No fue así para nada. La rubia tenía un plan detrás de su carita de mujer desesperada por sexo, detrás de su mente fría y su personalidad avasallante en la cama, fue más inteligente que yo, me la hizo muy bien y caí como el mejor de los idiotas.

-¿Por qué me hacés esto? – pregunté, casi como suplicando.

-Esto es sólo un poco de lo que merecés por tantos corazones que has roto en el camino, tantas mentiras y promesas que le hiciste a tantas mujeres que las creyeron. Sos dueño de más lágrimas que de halagos. ¡Esto te pasa por hijo de puta!

-Pero a vos nunca te hice nada ¿o sí? – pregunté.

-A mí me hiciste más daño que a cualquier otra, sin embargo nunca fui víctima de tus encantos, pero te llevaste lo más hermoso de mi vida – respondió.

-No entiendo, ¿te debo plata? ¿Necesitas dinero? – no dejaba de ser repugnante ni en mi lecho de muerte.

-No, idiota, te llevaste a mi hermana menor y al bebé que crecía dentro de ella. Te llevaste a mi negrita, a mi Vanina.

-Entonces vos… ¿vos sos…? – dudé.

-Elizabeth Antúnez, hermana mayor de Vanina Antúnez, la negrita que te cogiste y dejaste embarazada una noche de tus tantas noches, la negrita que nunca le contestaste un llamado, que despreciaste, la que entró en depresión y se suicidó… ¿Entendés, ahora, qué estás pagando?

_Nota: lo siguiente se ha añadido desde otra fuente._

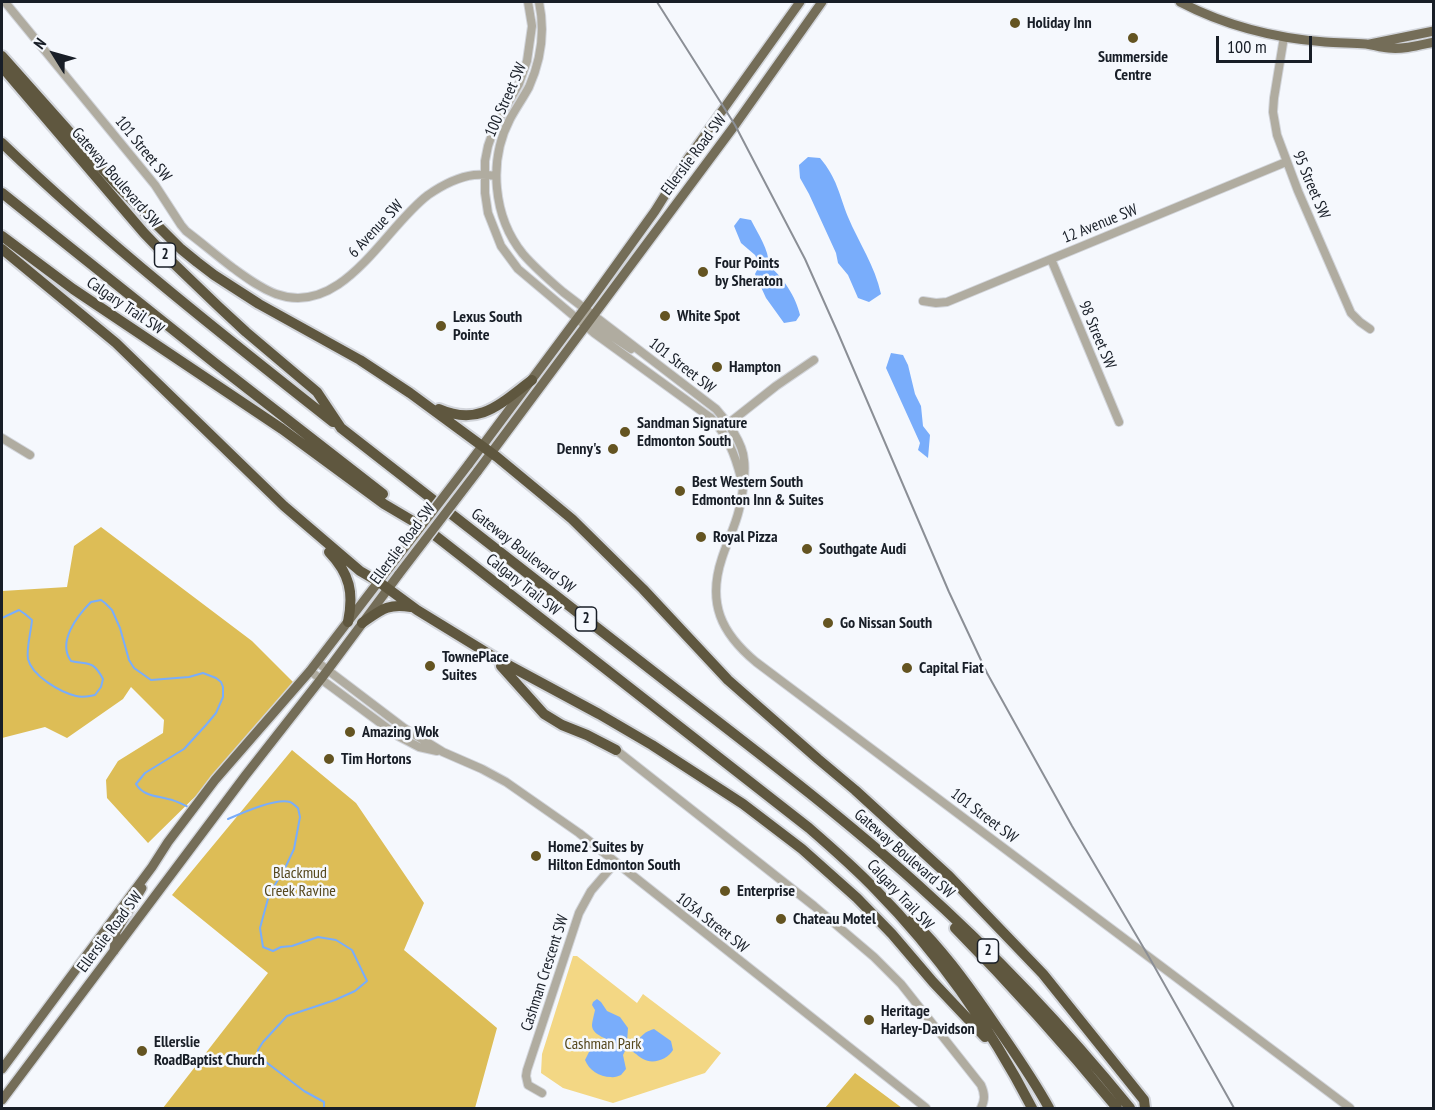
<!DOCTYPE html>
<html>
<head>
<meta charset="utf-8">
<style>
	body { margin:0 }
	#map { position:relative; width:1435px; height:1110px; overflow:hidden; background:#f5f8fd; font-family:"PT Sans Narrow",sans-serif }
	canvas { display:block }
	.frame { position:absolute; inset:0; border:3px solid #181e27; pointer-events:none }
	.north { position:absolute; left:24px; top:24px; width:60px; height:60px; -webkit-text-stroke:4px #f5f8fd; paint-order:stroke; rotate:307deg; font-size:16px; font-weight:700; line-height:24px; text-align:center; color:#181e27 }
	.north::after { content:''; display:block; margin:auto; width:21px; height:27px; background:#181e27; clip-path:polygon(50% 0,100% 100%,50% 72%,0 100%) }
	.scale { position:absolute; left:1216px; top:36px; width:96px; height:27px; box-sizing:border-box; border:3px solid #181e27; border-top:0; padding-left:8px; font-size:18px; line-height:21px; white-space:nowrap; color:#181e27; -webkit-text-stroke:4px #f5f8fd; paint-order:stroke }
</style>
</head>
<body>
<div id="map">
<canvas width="1435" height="1110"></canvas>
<div class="frame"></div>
<div class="north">N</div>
<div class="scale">100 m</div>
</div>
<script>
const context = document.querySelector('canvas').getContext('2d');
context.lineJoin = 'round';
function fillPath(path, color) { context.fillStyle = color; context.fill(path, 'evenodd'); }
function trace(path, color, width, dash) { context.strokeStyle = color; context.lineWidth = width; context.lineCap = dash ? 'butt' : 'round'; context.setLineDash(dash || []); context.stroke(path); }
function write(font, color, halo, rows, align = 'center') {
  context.font = font + ' "PT Sans Narrow",sans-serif'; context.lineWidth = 5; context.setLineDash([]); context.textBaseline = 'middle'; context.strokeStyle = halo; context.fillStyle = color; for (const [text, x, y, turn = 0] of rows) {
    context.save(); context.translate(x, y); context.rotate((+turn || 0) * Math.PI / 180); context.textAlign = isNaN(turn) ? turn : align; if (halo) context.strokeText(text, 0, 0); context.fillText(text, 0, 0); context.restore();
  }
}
fillPath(new Path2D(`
	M573,956H577L637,1003L643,994L721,1053L705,1073L613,1103L563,1088L541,1073L542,1054Z`), '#f3d784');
fillPath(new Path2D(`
	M101,527L252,641L294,683L209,783L148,843L107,798L106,780L118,761L163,733L164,720L131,687L123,699L67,738L45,727L2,738V591L67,587L74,546Z
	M292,750L356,803L424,903L404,950L497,1028L475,1108H163L268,973L172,895Z
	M855,1073L902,1108H825Z`), '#ddbd56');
fillPath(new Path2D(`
	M808,157L820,158C837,178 839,194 848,217C859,243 875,266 881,294L869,302L858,298L848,275L838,263L836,253L809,194L800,178L799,165Z
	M740,218L751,220C758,234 769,249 769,266C783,277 796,297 800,315L796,321L784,323L766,298L755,274L760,264L755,255L741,243L734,226Z
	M891,353L903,355L908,365L915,394L921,406L923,426L930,435L928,458L918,450L920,443L886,368Z
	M597,999L601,1002L607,1011L620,1017L628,1028L627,1042C639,1043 637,1039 645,1033C646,1032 653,1029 654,1029L671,1041L673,1050C668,1059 653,1065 643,1059C636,1055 633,1050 626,1049L623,1055L626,1069L621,1075C618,1076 614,1078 611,1077C599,1077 589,1070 585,1060L589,1052L594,1049L607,1051L613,1050L616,1045C608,1038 593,1036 592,1026C592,1022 594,1015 595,1010L592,1005L593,1002Z`), '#79adfb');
trace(new Path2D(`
	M2,618L19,610L25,614L32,620C31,632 26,649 28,659C32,676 60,692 76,696C83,698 89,696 95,695L101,687L103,679C93,660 89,665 71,661C57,642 77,616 91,602L101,600L105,603L112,610L120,628L129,660L134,668L151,680L189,677L203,673L216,678L221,682L223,687V697L216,713L206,725L184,749L145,773L136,784C143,796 157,796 168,799C175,800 182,804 188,807
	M228,819C242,813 275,798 290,802C293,803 295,806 298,808L300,817L294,849L286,866L269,895L260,928L263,947L273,951L281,947L292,946L318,937L336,940L352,950L367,981L355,991L335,1000L287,1016L263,1042L258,1050V1056L304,1091L324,1102V1108`), '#79adfb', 2);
const minor = new Path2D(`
	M5,2L155,185L181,225L186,231C202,243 217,256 233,268C247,278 260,288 276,294C343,318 384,228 428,195C441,186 458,177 474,175C481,174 489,175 496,176
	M528,2L532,26L527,61L519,84L495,126L488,146L485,161V193L488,213L501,246L518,269L594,333L711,418C728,436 735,455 741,478
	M539,2C545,30 541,60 529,87C523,98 516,108 510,119C488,161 493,217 523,254C535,268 549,280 563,292L716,409C727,421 743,443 744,460C746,472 742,499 739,510C735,527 727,542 722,558C707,603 721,633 756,662L1350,1108
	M1284,37L1274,98L1273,112L1277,135L1298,191L1351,313L1360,322L1370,329
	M1051,259L1119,422
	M923,301L936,303L947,302L1286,162
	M586,319L631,349
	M724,427L776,386L814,360
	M2,438L30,455
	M317,662L404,728L443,752L482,769L506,782L579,833L926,1108
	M310,671L398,736L419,747L437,751
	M616,750L814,906L874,957L901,984L981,1085C985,1094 985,1100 981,1108
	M542,1093L528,1085L526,1076L527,1070L579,913L591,891L615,863`);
const major = new Path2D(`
	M1180,2C1226,26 1273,38 1325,42C1338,43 1352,43 1366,44C1374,45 1381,48 1388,48C1403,50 1420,45 1434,42
	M1370,44L1434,31
	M468,465L591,300L655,211L687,160L800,2
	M477,472L735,125L822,2
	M114,951L116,932L142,888
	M2,1069L152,867L168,842L215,780L310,671L389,568
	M2,1100L245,776L321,679L399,574`);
const highway = new Path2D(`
	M2,56L115,183L181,249L197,262L214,275L259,304L360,360L410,393L497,457L572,519L643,589L728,680L818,759L855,790L949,876L1043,974L1144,1100L1145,1108
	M2,67L144,233L169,259L219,307L246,332L317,392L341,428C450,513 559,598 668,683C752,748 838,813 917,884C994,953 1065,1028 1130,1108
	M2,143C106,243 220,333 333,422
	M2,193L216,364L383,494
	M2,236L73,289L282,429L384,504L428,530L809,828C832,848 855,868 876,890C939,954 991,1029 1032,1108
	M2,249L116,343L284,506L360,571L379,582L417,610L497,659L599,714L652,745L743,804L802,849L857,898L892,934L933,982L985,1037
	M439,409C480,427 501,403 532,380
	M329,552C350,574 354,593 348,622
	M362,623C381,610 387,603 411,607
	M501,666L544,714L562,725L587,735L616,750
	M912,920C941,948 965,981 988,1014C1009,1045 1031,1075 1049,1108
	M955,928C1012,986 1066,1046 1117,1108`);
trace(minor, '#d2d5db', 10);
trace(major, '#d2d5db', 12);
trace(highway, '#d2d5db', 14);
trace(minor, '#b0aca0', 8);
trace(major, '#746d58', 9);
trace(highway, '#5f573f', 10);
trace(new Path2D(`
	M657,2L735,125L805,259L838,333L949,592L987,673L1072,826L1149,957L1234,1108`), '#8b8f96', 2);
const majorBridge = new Path2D(`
	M389,568L468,465
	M399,574L477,472`);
trace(majorBridge, '#d2d5db', 12, []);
trace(majorBridge, '#746d58', 9);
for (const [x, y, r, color] of [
	[1015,23,6,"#645421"],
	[1133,38,6,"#645421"],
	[703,272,6,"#645421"],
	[665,316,6,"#645421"],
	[441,326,6,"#645421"],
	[717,367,6,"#645421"],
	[625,432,6,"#645421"],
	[613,449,6,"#645421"],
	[680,491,6,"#645421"],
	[701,537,6,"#645421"],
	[807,549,6,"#645421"],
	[828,623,6,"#645421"],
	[430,666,6,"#645421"],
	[907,668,6,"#645421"],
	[350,732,6,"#645421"],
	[329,759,6,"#645421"],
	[536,856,6,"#645421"],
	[725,891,6,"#645421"],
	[781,919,6,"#645421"],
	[869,1020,6,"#645421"],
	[142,1051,6,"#645421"]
]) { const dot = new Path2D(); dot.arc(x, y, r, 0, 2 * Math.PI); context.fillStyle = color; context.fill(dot); trace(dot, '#f5f8fd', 2); }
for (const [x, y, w] of [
	[165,255,21],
	[586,619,21],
	[988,951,21]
]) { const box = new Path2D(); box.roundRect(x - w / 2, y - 12, w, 24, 4.5); context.fillStyle = '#f5f8fd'; context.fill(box); trace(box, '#181e27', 1.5); }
write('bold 15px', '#181e27', null, [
	["2",165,255],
	["2",586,619],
	["2",988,951]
]);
write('bold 16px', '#181e27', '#f5f8fd', [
	["Holiday Inn",1027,23],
	["Summerside",1133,57,"center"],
	["Centre",1133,75,"center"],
	["Four Points",715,263],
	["by Sheraton",715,281],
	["White Spot",677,316],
	["Lexus South",453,317],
	["Pointe",453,335],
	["Hampton",729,367],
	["Sandman Signature",637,423],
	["Edmonton South",637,441],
	["Denny's",601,449,"right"],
	["Best Western South",692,482],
	["Edmonton Inn & Suites",692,500],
	["Royal Pizza",713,537],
	["Southgate Audi",819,549],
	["Go Nissan South",840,623],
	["TownePlace",442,657],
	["Suites",442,675],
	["Capital Fiat",919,668],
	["Amazing Wok",362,732],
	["Tim Hortons",341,759],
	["Home2 Suites by",548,847],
	["Hilton Edmonton South",548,865],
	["Enterprise",737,891],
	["Chateau Motel",793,919],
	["Heritage",881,1011],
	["Harley-Davidson",881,1029],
	["Ellerslie",154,1042],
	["RoadBaptist Church",154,1060]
], 'left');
write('16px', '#181e27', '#f5f8fd', [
	["100 Street SW",506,100,-66],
	["101 Street SW",143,149,51],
	["Ellerslie Road SW",694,155,-53],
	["Gateway Boulevard SW",116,178,49],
	["95 Street SW",1311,185,67],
	["12 Avenue SW",1100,224,-22],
	["6 Avenue SW",376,229,-47],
	["Calgary Trail SW",125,306,34],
	["98 Street SW",1097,335,67],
	["101 Street SW",682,366,38],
	["Ellerslie Road SW",403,544,-53],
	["Gateway Boulevard SW",523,551,38],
	["Calgary Trail SW",523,585,38],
	["101 Street SW",984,816,37],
	["Gateway Boulevard SW",904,854,41],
	["Calgary Trail SW",900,895,47],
	["103A Street SW",712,923,38],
	["Ellerslie Road SW",110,932,-53],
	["Cashman Crescent SW",545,973,-72]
]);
write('16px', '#56481e', '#f5f8fd', [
	["Blackmud",300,873],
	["Creek Ravine",300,891],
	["Cashman Park",603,1044]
]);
</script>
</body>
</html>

-¡La puta madre! –exclamé, ahogándome con mi sangre y mis lágrimas.

-Si te arrepentís ahora, puedo terminar con esto rápido -dijo, mostrándome un arma de fuego.

-No. No he cambiado en tantos años, no me vas a cambiar ahora, me moriré, sí, ¡pero no me arrepiento un carajo! – le grité en forma despectiva.

-Entonces te vas a morir desangrado, lenta, dolorosamente… ¡y sólo, como te lo merecés!

-¡Que así sea! – manteniendo mi orgulloso hasta el final.

-Nos vemos en el infierno – me dijo mientras se marchaba.

-Te estaré esperando – respondí, y me dediqué a esperar.